BEGIN

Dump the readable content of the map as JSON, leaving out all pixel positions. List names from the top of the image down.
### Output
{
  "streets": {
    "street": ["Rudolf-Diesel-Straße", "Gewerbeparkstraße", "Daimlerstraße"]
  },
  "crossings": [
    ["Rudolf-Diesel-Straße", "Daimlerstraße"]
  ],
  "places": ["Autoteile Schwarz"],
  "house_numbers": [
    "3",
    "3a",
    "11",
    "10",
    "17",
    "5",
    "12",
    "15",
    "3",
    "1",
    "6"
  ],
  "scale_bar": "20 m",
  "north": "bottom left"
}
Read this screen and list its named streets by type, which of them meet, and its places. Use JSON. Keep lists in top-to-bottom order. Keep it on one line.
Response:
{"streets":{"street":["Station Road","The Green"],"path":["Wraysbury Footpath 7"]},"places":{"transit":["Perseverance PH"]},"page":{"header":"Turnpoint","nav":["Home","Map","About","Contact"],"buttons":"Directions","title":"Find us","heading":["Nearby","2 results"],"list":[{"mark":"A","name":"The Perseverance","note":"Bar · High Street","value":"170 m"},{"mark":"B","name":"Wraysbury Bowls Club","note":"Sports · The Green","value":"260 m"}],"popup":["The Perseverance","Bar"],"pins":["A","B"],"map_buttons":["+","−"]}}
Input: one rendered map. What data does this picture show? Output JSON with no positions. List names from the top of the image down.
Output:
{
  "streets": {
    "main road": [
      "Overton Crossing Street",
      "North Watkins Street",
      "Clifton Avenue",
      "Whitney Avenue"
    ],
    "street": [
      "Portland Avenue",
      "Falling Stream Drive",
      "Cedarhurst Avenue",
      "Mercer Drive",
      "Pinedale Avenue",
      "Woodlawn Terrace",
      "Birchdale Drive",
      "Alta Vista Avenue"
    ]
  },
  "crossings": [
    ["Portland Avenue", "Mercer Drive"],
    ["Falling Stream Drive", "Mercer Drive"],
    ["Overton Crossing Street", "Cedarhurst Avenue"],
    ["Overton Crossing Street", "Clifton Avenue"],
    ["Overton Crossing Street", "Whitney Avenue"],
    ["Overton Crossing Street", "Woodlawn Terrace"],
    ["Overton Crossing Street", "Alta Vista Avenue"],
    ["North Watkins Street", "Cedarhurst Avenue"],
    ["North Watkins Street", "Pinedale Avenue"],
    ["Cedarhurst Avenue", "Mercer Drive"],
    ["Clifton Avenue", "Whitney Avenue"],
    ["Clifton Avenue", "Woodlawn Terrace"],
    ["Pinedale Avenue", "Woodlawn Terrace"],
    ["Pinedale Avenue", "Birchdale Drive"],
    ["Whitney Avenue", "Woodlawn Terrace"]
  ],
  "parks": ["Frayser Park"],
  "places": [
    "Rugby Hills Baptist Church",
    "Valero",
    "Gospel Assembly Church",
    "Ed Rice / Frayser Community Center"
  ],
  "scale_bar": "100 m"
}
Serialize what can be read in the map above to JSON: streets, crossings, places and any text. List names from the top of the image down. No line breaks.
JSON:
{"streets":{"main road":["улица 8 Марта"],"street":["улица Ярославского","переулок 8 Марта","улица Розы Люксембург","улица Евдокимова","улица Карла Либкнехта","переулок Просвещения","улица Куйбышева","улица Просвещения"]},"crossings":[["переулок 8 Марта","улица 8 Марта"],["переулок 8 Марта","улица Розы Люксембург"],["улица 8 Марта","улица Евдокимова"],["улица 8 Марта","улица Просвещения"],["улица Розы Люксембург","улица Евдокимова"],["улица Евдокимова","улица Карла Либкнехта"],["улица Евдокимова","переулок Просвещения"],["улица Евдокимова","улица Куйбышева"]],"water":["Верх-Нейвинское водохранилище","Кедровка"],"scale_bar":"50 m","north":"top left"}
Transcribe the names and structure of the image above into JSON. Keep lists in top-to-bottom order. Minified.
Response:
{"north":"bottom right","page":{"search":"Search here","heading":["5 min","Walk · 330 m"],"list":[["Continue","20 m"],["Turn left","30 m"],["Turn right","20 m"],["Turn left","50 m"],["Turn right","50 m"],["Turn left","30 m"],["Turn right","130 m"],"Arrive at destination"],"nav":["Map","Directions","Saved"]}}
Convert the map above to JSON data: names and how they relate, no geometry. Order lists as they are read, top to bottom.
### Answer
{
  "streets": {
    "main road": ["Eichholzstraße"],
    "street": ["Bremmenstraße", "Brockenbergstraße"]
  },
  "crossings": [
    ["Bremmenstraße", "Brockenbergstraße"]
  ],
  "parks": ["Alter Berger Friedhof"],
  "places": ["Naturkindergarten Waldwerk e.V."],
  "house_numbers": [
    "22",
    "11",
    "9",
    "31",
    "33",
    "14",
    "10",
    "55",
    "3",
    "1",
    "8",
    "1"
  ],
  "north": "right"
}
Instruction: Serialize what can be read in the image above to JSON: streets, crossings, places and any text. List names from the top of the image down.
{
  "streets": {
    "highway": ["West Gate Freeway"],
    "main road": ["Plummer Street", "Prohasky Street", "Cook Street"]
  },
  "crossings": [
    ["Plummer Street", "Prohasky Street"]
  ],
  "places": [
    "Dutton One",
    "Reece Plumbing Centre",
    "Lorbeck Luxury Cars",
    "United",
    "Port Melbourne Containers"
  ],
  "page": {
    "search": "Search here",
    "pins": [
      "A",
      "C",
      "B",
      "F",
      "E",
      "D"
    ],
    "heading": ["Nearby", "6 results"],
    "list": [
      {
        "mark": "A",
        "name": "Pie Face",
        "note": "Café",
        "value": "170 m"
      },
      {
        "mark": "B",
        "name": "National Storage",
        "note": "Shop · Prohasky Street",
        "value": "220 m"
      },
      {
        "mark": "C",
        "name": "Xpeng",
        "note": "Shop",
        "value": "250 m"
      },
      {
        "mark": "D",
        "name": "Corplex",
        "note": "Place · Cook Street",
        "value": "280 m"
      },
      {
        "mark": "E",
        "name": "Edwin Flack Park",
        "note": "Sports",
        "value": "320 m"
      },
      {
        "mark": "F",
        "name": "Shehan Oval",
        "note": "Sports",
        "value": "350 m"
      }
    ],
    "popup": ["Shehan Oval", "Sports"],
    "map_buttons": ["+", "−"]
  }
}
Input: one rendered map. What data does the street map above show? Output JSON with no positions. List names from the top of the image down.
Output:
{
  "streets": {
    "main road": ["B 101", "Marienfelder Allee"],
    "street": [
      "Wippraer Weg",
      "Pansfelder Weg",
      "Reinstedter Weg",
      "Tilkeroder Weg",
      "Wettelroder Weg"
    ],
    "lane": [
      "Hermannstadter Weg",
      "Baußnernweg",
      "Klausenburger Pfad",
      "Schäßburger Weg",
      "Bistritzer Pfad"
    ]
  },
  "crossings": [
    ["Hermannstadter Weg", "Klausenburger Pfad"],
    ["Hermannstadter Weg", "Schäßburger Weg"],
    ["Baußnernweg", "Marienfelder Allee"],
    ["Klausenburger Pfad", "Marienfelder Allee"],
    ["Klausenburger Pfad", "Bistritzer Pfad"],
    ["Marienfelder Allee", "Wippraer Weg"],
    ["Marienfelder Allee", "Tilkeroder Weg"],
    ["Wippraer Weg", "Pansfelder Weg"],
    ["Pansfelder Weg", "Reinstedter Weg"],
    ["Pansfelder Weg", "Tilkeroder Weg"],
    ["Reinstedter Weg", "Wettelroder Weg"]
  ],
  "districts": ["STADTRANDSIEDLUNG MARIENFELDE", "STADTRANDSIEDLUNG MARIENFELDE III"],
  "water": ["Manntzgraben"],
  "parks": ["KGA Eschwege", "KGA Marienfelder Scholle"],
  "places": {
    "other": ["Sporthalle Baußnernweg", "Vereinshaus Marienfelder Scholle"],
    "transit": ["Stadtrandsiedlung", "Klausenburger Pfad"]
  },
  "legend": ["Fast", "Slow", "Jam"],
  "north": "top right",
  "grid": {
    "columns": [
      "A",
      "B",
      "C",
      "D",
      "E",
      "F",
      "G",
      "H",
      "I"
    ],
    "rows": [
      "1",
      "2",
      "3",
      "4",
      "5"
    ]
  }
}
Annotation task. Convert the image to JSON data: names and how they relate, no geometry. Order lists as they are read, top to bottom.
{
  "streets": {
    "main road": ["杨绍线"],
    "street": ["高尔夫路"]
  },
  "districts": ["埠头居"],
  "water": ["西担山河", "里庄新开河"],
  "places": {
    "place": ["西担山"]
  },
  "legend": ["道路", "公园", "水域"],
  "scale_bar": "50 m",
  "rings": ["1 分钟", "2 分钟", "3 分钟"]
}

END

Please find every line in the records above that holds the word "with" and copy it.

* **Exercise result**:
Input: one rendered map. What data does this picture show? Output JSON with no positions. List names from the top of the image down.
Input: one rendered map. What data does the street map above show? Output JSON with no positions. List names from the top of the image down.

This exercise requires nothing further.